What makes a man hard-hearted is this, that each man has, or fancies he has, sufficient in his own troubles to bear. This is why people placed in happier circumstances than they have been used to are sympathetic and charitable. But people who have always been placed in happy circumstances are often the reverse; they have become so estranged to suffering that they have no longer any sympathy with it; and hence it happens that the poor sometimes show themselves more benevolent than the rich.
On the other hand, what makes a man so very curious, as may be seen in the way he will spy into other people's affairs, is boredom, a condition which is diametrically opposed to suffering;—though envy also often helps in creating curiosity.
At times, it seems as though we wish for something, and at the same time do not wish for it, so that we are at once both pleased and troubled about it. For instance, if we have to undergo some decisive test in some affair or other, in which to come off victorious is of great importance to us; we both wish that the time to be tested were here, and yet dread the idea of its coming. If it happens that the time, for once in a way, is postponed, we are both pleased and sorry, for although the postponement was unexpected, it, however, gives us momentary relief. We have the same kind of feeling when we expect an important letter containing some decision of moment, and it fails to come.
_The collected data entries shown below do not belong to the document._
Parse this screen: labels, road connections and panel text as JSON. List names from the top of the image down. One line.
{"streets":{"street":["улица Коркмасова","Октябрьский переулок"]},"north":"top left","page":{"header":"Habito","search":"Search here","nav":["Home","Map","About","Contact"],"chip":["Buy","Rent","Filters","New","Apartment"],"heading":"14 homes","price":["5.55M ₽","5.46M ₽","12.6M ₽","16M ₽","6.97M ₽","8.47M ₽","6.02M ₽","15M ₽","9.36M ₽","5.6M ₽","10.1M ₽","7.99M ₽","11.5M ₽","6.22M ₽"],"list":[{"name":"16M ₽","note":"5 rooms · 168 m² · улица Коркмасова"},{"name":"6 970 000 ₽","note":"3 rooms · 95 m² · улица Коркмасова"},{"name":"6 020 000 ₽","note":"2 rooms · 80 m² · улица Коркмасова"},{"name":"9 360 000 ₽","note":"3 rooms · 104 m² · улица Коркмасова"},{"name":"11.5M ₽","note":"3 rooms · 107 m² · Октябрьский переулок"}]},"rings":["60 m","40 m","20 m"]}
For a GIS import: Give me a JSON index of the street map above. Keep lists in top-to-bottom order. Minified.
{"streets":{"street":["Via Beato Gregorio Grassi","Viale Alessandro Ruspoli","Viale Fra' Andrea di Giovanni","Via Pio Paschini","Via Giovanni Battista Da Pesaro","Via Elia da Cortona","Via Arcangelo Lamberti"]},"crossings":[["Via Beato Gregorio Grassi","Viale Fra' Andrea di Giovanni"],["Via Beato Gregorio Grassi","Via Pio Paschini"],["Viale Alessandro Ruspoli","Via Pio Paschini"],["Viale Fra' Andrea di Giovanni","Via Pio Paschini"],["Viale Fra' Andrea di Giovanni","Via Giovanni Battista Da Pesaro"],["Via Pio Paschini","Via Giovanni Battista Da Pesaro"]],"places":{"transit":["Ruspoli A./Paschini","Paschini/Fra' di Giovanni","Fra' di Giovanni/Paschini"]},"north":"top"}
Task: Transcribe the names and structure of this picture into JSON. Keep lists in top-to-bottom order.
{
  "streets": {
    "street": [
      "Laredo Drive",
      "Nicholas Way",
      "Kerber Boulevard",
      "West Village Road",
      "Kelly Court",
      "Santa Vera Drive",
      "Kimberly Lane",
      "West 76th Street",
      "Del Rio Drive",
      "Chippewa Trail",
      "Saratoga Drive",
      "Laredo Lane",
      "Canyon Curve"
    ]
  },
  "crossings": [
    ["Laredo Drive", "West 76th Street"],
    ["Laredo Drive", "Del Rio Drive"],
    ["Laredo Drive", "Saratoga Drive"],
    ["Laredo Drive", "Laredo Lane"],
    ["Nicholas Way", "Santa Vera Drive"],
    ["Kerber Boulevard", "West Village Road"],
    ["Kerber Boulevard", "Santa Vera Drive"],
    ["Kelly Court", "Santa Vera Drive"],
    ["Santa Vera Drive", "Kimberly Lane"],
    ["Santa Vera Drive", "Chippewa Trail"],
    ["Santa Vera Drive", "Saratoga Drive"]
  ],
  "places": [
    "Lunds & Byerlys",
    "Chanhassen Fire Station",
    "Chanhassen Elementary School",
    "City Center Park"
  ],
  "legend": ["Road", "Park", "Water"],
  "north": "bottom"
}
In cases like these we are really controlled by two different motives; the stronger but more remote being the desire to stand the test, and to have the decision given in our favour; the weaker, which is closer at hand, the desire to be left in peace and undisturbed for the present, and consequently in further enjoyment of the advantage that hoping on in uncertainty has over what might possibly be an unhappy issue. Consequently, in this case the same happens to our moral vision as to our physical, when a smaller object near at hand conceals from view a bigger object some distance away.
The course and affairs of our individual life, in view of their true meaning and connection, are like a piece of crude work in mosaic. So long as one stands close in front of it, one cannot correctly see the objects presented, or perceive their importance and beauty; it is only by standing some distance away that both come into view. And in the same way one often understands the true connection of important events in one's own life, not while they are happening, or even immediately after they have happened, but only a long time afterwards.
Is this so, because we require the magnifying power of imagination, or because a general view can only be got by looking from a distance? or because one's emotions would otherwise carry one away? or because it is only the school of experience that ripens our judgment? Perhaps all these combined. But it is certain that it is only after many years that we see the actions of others, and sometimes even our own, in their true light. And as it is in one's own life, so it is in history.